There's a reason for the flurry and I don't think it has to do exclusively with Shepard's thematic concerns -- the incestuousness of the family, the shrinking of the wide open spaces and the perversion of the Old West mystique. Actors and directors respond to the slam-bang potential in his scripts, which allows them to go for broke, trash the furniture and generally shred the scenery. Whatever else you've got, you've got a wild and woolly fight on your hands.

It was Chicago's Steppenwolf Company that first drove the point home with its explosive production of "True West." But New Arts Theatre is certainly not about to apply the brakes. At the end of this increasingly unbridled spectacle, Steve Siegel's set, a tidy southern California kitchen, looks as if it had been leveled by an earthquake.

Austin (David Slavin), a buttoned-down product of the preppie generation, is house-sitting for his vacationing mother and using the occasion to pound out a screenplay. Lee (Norman Aronovic), a desert rat and petty thief, has come by for a visit. Brothers, they get along as about as well as Cain and Abel. The rivalries are exacerbated when Lee comes up with a half-baked idea for a western, and a sleazy Hollywood producer (Chuck Lippman) decides it's much better than Austin's.

In the ensuing scenes, the brothers find themselves exchanging ambitions, values, identities and a fair number of bottles of booze. Lee, obsessed with success, takes over at the typewriter, hunting and pecking laboriously for the words that won't come. Meanwhile, Austin adapts his brother's outlaw mentality and robs the neighborhood of dozens of toasters. Garbage piles up rapidly in the house. The frustrations mount even faster.

Lee and Austin may well be two sides of the same conflicted psyche, irreconcilable impulses in a society that rewards neither the game-player nor the renegade. "True West" does not lack for meaning. First and foremost, however, it is a punch-drunk showdown, a two-act boxing match in which the contenders not only hit gleefully below the belt but take after one another with golf clubs.

Camilla David has staged the drama with properly brazen recklessness and the New Arts cast enters the fray with an impressive disregard for life and limb. In the trade, this is known as going over the top, and while one frequently wishes the actors would put a finer psychological point on things, the eruption of so much raw, brutal energy makes for a spectacle in itself.

Aronovic, as sweaty and unkempt as an entire cast of "Tobacco Road," plays Lee primarily as an unmitigated slob, careening about like a drunken water buffalo and sloshing beer on a T-shirt already caked with grime.

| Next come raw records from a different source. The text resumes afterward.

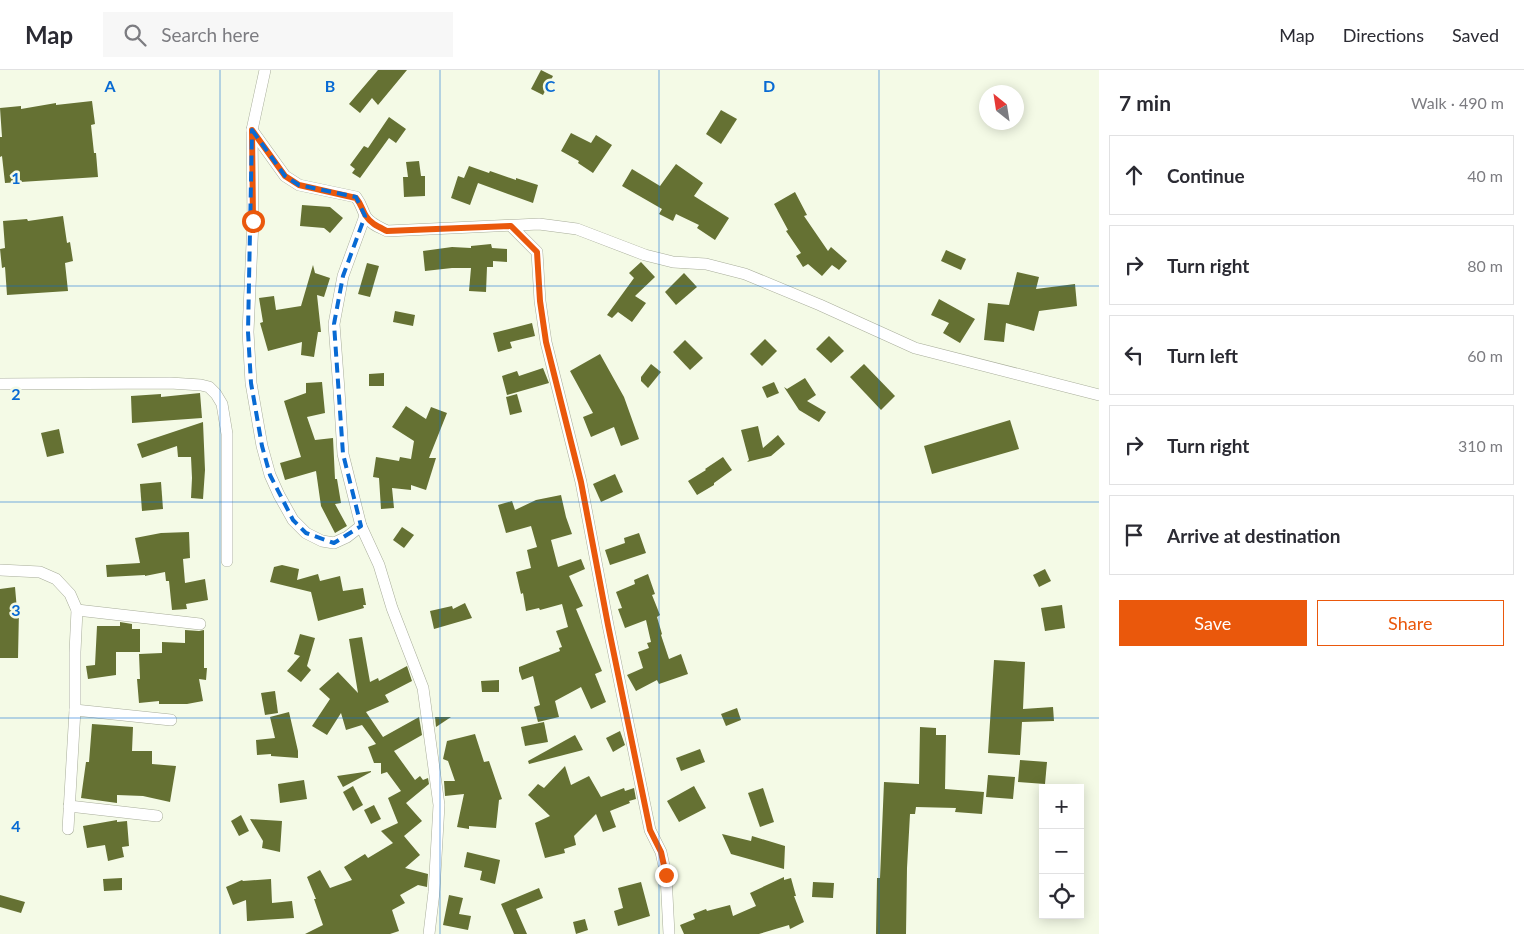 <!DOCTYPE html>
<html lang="en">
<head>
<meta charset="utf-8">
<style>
  body { margin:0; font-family:Lato,sans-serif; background:#f7f7f7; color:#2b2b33 }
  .controls { position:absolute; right:15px; bottom:15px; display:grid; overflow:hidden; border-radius:0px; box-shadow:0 2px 12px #0003 }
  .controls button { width:45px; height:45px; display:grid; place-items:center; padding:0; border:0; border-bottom:1px solid #e1e1e2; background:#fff; color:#2b2b33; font:25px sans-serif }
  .compass { position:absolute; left:979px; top:15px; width:45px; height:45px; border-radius:50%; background:#fff; box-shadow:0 2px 12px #0003; rotate:330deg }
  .stop { position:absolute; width:15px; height:15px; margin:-11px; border:4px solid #ea580c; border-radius:50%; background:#fff }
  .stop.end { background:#ea580c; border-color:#fff; box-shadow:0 1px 5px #0008 }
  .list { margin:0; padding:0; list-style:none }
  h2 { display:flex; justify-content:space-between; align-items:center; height:65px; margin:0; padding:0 20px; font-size:21px }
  h2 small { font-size:16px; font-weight:400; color:#7c7c81 }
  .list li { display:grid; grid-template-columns:32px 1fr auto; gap:15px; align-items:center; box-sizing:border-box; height:80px; margin:0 10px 10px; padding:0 10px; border:1px solid #e1e1e2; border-radius:0px }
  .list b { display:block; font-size:19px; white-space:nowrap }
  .list em { font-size:16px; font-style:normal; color:#7c7c81 }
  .actions { display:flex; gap:10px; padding:15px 20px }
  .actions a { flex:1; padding:11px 0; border:1px solid #ea580c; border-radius:0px; text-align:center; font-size:18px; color:#ea580c }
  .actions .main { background:#ea580c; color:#fff }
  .icon { flex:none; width:28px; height:28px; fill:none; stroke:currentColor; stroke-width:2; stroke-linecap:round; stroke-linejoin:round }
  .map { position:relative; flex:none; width:1099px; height:864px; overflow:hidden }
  header { display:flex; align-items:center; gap:30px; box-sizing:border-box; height:70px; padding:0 25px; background:#fff; border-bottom:1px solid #e1e1e2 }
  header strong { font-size:24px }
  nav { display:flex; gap:28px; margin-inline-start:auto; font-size:18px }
  .search { width:350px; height:45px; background:#f7f7f7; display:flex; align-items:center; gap:12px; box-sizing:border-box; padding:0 18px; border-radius:0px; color:#7c7c81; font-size:19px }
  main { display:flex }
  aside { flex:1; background:#fff }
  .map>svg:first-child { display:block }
</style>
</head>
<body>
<header>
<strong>Map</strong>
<div class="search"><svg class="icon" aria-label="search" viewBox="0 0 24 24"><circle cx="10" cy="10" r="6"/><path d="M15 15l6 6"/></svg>Search here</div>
<nav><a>Map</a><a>Directions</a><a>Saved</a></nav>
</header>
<main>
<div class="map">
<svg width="1099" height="864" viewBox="0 0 1099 864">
  <rect width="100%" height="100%" fill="#f4fae6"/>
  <!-- building -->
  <g fill="#657133">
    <polygon points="378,0 407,0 378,35 372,28 360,43 349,34"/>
    <polygon points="541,0 553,6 543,25 531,19"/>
    <polygon points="92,31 95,54 91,55 94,83 96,83 98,107 5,113 2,86 0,87 0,67 2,67 0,38 21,36 21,39 56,33 56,35"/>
    <polygon points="721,40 737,49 721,74 706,64"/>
    <polygon points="389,47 406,59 396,73 389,68 360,108 352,103 355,99 350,95 364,76 368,78"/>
    <polygon points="571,63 591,73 596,65 612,75 593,103 578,93 579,91 561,81"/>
    <polygon points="419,91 421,106 425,106 425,126 404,127 403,107 408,107 406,92"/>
    <polygon points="676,94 703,113 694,126 729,148 715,170 697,158 699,155 676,144 673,151 659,144 662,139 622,116 632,99 660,116"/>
    <polygon points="469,96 489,103 490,101 516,110 516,108 538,115 533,133 478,113 470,135 451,128 458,106 464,108"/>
    <polygon points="795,122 807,145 804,146 828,181 831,177 847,191 839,200 832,195 822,206 808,194 803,197 796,186 801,183 786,161 788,160 774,134"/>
    <polygon points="302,135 330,137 343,148 330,163 324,158 300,156"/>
    <polygon points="63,146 67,173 70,172 73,191 65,193 68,221 7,225 5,197 2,198 0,179 5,178 3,151 27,149 28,151"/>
    <polygon points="491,174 492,178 507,179 507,192 493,191 493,197 487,197 486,222 469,221 471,198 452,198 425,201 423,181 452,177 471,178 471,176"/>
    <polygon points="946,180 966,189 961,200 941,191"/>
    <polygon points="641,192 655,207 635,226 646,233 632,252 618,242 612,248 607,245 634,208 629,203"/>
    <polygon points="367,193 379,196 370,227 358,224"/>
    <polygon points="313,195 315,203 330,208 324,227 317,225 321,262 318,262 314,287 301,285 302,272 268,281 260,253 263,252 259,228 274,226 276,240 301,236"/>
    <polygon points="1017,202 1039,207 1036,219 1075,214 1077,236 1039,241 1034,261 1006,253 1004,272 984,270 988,233 1009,235"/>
    <polygon points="684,203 697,217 676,235 665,222"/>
    <polygon points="939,229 975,249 960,273 943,263 949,253 931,245"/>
    <polygon points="395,241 415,245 413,256 393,252"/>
    <polygon points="532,253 535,266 510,272 512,278 498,282 493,263"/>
    <polygon points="829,266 844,281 831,293 816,279"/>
    <polygon points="765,269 777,281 762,296 750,284"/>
    <polygon points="685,270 703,288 690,300 673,282"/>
    <polygon points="600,284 624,327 639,369 621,376 614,357 591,367 583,347 593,343 570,301"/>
    <polygon points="651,294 661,302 648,318 641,311 641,307"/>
    <polygon points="864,294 895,326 881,340 850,307"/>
    <polygon points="543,298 549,313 507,325 502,306 517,301 519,306"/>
    <polygon points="384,303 384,316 369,316 369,304"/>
    <polygon points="805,308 816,325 807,331 826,342 819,352 799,340 784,317 787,319"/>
    <polygon points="322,312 325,343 307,347 315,370 333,368 335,409 337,409 341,433 335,434 347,456 335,463 321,436 316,401 285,410 280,393 301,387 284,331 306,323 306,313"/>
    <polygon points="774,312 779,323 767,328 762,317"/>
    <polygon points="200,323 202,348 132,353 131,326 161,324 161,327"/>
    <polygon points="517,324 522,342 510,345 506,327"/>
    <polygon points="406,336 426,349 431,337 447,343 429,388 436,388 426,420 411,415 411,420 392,418 394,438 381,439 379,408 373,407 376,387 399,391 400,387 411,389 414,371 392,357"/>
    <polygon points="1010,350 1019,379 932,404 924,376"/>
    <polygon points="203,352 205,400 203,429 191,428 192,408 191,387 178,387 177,376 142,388 137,374"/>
    <polygon points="758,356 763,378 778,365 785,374 771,386 747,392 749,390 741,360"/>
    <polygon points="59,359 64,383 47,387 41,363"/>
    <polygon points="723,387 732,400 714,413 714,415 697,425 688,411 706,400 705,399"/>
    <polygon points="615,404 623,422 601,432 593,414"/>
    <polygon points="161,412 163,439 142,441 140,414"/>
    <polygon points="561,425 566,447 572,464 551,470 558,497 581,489 585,499 569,506 583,536 576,539 602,601 595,604 606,632 591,639 581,617 555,631 559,647 538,652 534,637 540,635 533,606 522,610 519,601 519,597 560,581 559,578 562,577 556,561 568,557 562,534 540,540 539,538 526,541 523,523 521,524 516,502 531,498 527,480 537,477 531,456 506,463 498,435 512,431 515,440 536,430"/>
    <polygon points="402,457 414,465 404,478 393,470"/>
    <polygon points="189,462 190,488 183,489 185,513 205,509 208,530 186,534 187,539 172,540 169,511 166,511 165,502 145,506 145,505 107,507 106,495 140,493 135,468 161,463"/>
    <polygon points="639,463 646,483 610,495 605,480 625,473 624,468"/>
    <polygon points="282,495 299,499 297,510 318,504 320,511 340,506 343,521 363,518 366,535 363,535 364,538 318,551 311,522 270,512 274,497"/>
    <polygon points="1045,499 1051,511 1039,517 1033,505"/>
    <polygon points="648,504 655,524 652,525 660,545 657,547 662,564 661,565 669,589 681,584 688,604 659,614 657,610 636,621 627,605 643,598 638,582 649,578 647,573 651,572 646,550 625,558 618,539 622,538 616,522 635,514 634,510"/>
    <polygon points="15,517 17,540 19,540 18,588 0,588 0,519"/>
    <polygon points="465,533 472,548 434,559 430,541 452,536 453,539"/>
    <polygon points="1062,535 1065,558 1045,561 1041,538"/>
    <polygon points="120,552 132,554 132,559 140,559 140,582 116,582 116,605 88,609 86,596 95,595 97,556 120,556"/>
    <polygon points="185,560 199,561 204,560 204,598 207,598 206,610 199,609 203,631 187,634 159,634 159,631 139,633 137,609 140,609 139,584 162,583 162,572 185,573"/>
    <polygon points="300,564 315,568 307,596 311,600 301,612 287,601 300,586 294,584"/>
    <polygon points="362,567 370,612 378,608 379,611 407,596 412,611 385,625 389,632 366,642 383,667 419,647 422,665 394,681 415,710 420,706 423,710 428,708 429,714 406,733 422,751 404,766 420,785 405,798 428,804 427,817 418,815 400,825 405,833 392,840 399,861 390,864 305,864 323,855 314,829 316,829 307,807 320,800 330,818 352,810 344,797 365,784 368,788 393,773 381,761 398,753 388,728 401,721 387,702 381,704 381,693 374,693 368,677 376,674 362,655 346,660 341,643 327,665 312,656 330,629 319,619 338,602 358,623 349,569"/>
    <polygon points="994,590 1025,592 1023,639 1053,637 1054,651 1022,652 1020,685 988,683"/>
    <polygon points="499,610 499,622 482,622 481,611"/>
    <polygon points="275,621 278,643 265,645 261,623"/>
    <polygon points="737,638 741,650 726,656 721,644"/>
    <polygon points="289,642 298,681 298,688 271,686 271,684 257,685 256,670 275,668 270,647"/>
    <polygon points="435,647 451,647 436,657"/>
    <polygon points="544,652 548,672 525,676 521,657"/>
    <polygon points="92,654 133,657 132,681 152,681 152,694 176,696 170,732 143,726 117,725 117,733 81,728 86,692 89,692"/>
    <polygon points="920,657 936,658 936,665 946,665 945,719 984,722 982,744 955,742 956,738 916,737 915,744 910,744 907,798 906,864 876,864 877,808 880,808 884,712 919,714"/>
    <polygon points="620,661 625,675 613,682 606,668"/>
    <polygon points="475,664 484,692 489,691 502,729 499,730 496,758 469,756 469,759 457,757 464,724 445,726 444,711 455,711 448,691 443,689 447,671"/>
    <polygon points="575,665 583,680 529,694 528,691"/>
    <polygon points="700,679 705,692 681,701 676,688"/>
    <polygon points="1020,690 1047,692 1045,714 1018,712"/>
    <polygon points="565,696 571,715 589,706 601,727 624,718 625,721 634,718 636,729 629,731 630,733 610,741 616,757 603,762 596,744 574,766 576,775 564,779 565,783 545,788 535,753 550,746 528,725 538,714 544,718"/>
    <polygon points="371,701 371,702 343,717 337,706"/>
    <polygon points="988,705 1015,707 1013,729 986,727"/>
    <polygon points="304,710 307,729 280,733 278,714"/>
    <polygon points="353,716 363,735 353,741 343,722"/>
    <polygon points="694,716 706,738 679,752 667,731"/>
    <polygon points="763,718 774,752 760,757 748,723"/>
    <polygon points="374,735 381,749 371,754 364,740"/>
    <polygon points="241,745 249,761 239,766 231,751"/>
    <polygon points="250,749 282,751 280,782 262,778 263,771"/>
    <polygon points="117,750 117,752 127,751 129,776 122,777 124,787 108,791 105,775 87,778 83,756"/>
    <polygon points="722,764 751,771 752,766 785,776 784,799 731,784"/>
    <polygon points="467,782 500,790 495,814 480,810 482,801 464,797"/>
    <polygon points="784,807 784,810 791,808 796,826 794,826 804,852 790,859 789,855 759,864 684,864 680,855 695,849 693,844 706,839 707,841 730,835 733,846 756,836 750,823"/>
    <polygon points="122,808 122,820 104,821 103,809"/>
    <polygon points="271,809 272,833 292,831 294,848 247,851 246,830 233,835 226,817 242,810 243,811"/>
    <polygon points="641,812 650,846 618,856 614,841 623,838 618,818"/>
    <polygon points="813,812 834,813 833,828 812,827"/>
    <polygon points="539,818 543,828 516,839 527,864 514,864 501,834"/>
    <polygon points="0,825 25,832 21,843 0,837"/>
    <polygon points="449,825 463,828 459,844 471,846 468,860 443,855"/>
    <polygon points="585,849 588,860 576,864 573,852"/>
  </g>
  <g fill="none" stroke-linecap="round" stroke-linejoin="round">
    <!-- minor casing -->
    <g stroke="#a8ad9a" stroke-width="12">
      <g id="minor">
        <polyline points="265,0 252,60 253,151 248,262 251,313 262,376 270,405 279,425 293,450 306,463 322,471 334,473 347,467 361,456"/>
        <path d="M252,60L285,106L299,115L356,127C362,135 362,140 366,147C371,154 379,157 387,161L539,154L577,159L645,185L673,192L706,194L745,204L820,235L915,278L1099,325"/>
        <polyline points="365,146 343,206 334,254 339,320 343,384 361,456 379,495 392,538 423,618 439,735 434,822 429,864"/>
        <polyline points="511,156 537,182 540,231 546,272 581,412 608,555 650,760 661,782 666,805 669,864"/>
        <polyline points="0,314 170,313 201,315 209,317 216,324 222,334 227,364 227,491"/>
        <polyline points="0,500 40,502 56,509 70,524 77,540 75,582 75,640 68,759"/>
        <polyline points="77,540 200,554"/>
        <polyline points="75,640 171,650"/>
        <polyline points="69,736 157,746"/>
      </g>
    </g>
    <!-- minor -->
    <use href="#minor" stroke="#fff" stroke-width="11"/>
  </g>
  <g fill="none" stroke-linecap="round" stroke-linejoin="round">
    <!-- route -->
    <path stroke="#ea580c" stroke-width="6" d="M253,151L252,60L285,106L299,115L356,128C362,135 362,140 366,146C371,154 379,157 387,161L511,156L537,182L540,231L546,272L581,412L608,555L650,760L661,782L666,805"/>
  </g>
  <!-- marked area -->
  <path fill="none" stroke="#086ad3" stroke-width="4" stroke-dasharray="10 6" stroke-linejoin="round" d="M252,60L285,106L299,115L356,127L365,146L343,206L334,254L343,384L361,456L334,473L306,463L293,450L270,405L262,376L251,313L248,262Z"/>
  <!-- grid -->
  <path fill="none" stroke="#086ad3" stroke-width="1" stroke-opacity="0.55" d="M220,0V864M440,0V864M659,0V864M879,0V864M0,216H1099M0,432H1099M0,648H1099"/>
  <g font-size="16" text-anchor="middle" font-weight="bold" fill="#086ad3" stroke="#f4fae6" stroke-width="5" stroke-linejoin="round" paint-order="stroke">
    <text x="110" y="22">A</text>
    <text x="330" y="22">B</text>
    <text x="550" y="22">C</text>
    <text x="769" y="22">D</text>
    <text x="16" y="114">1</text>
    <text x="16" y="330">2</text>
    <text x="16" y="546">3</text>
    <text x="16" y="762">4</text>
  </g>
</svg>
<div class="controls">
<button>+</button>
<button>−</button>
<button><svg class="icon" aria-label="locate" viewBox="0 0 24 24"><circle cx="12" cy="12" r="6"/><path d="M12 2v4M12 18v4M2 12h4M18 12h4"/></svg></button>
</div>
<svg class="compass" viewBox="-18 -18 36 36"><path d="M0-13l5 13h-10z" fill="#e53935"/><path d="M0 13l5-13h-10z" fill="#7c7c81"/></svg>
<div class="stop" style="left:253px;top:151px"></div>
<div class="stop end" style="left:666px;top:805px"></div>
</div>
<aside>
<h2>7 min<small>Walk · 490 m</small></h2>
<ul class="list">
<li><svg class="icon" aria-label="ahead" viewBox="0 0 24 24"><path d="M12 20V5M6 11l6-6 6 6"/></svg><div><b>Continue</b></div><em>40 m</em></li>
<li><svg class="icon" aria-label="right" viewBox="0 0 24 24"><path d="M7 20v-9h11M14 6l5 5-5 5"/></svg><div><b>Turn right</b></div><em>80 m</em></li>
<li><svg class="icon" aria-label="left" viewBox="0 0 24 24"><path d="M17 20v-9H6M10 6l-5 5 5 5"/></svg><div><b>Turn left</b></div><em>60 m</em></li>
<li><svg class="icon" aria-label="right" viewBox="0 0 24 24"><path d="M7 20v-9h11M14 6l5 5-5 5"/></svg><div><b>Turn right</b></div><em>310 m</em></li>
<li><svg class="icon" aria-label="arrive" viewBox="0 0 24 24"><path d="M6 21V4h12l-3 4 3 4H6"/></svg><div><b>Arrive at destination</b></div></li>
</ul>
<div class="actions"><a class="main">Save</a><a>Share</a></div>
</aside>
</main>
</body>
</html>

He's less adept at projecting the menace and madness in the character, although the very grossness of the performance gives it an edge. Slavin's rebellion is more finely charted. He reminds you of the neat, serious college student who suddenly goes berserk in the library. Lippman plays the slick Hollywood agent to type, and Patricia Murphy Sheehy adds a surrealistic touch as the distracted mother, who shows up at the last minute.

These are the denizens of today's West -- a growing sprawl of depressing tract homes, populated by deluded wheeler-dealers who don't realize the gold rush is over. They all want something more than life has given them. But in their frantic attempts to break free, they succeed only in adding another mound of rubble to a civilization already choking on junk.

True West, by Sam Shepard. Directed by Camilla David. Set, Steve Siegel; lighting, Christopher Townsend; costumes, Jane Schloss Phelan. With David Slavin, Norman Aronovic, Chuck Lippman, Patricia Murphy Sheehy. At New Arts Theatre.